▶ **TRY IT**: Go through the records and extract every line with the word "bottom".

▶ **RECORDS FOR THIS TASK**:
====

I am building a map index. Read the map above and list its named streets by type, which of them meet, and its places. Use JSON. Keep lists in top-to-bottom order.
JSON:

====

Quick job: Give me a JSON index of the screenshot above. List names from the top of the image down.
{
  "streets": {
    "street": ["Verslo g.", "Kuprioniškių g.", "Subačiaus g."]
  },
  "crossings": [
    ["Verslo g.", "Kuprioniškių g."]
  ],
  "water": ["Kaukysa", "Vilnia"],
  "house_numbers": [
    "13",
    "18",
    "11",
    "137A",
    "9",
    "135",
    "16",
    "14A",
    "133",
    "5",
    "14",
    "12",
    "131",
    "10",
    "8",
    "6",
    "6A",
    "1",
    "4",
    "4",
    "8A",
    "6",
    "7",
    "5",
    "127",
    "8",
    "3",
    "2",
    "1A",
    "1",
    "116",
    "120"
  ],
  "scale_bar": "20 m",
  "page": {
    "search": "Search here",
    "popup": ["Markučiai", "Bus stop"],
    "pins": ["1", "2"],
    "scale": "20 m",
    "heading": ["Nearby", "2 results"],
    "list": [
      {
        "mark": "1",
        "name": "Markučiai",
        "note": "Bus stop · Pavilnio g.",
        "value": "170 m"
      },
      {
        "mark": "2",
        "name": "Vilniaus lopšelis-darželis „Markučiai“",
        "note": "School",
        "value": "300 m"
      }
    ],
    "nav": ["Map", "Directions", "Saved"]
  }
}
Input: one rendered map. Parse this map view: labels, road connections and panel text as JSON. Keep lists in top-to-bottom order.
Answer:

====

▶ **SOLUTION FOR THIS EXERCISE**:
I am building a map index. Read the map above and list its named streets by type, which of them meet, and its places. Use JSON. Keep lists in top-to-bottom order.
Input: one rendered map. Parse this map view: labels, road connections and panel text as JSON. Keep lists in top-to-bottom order.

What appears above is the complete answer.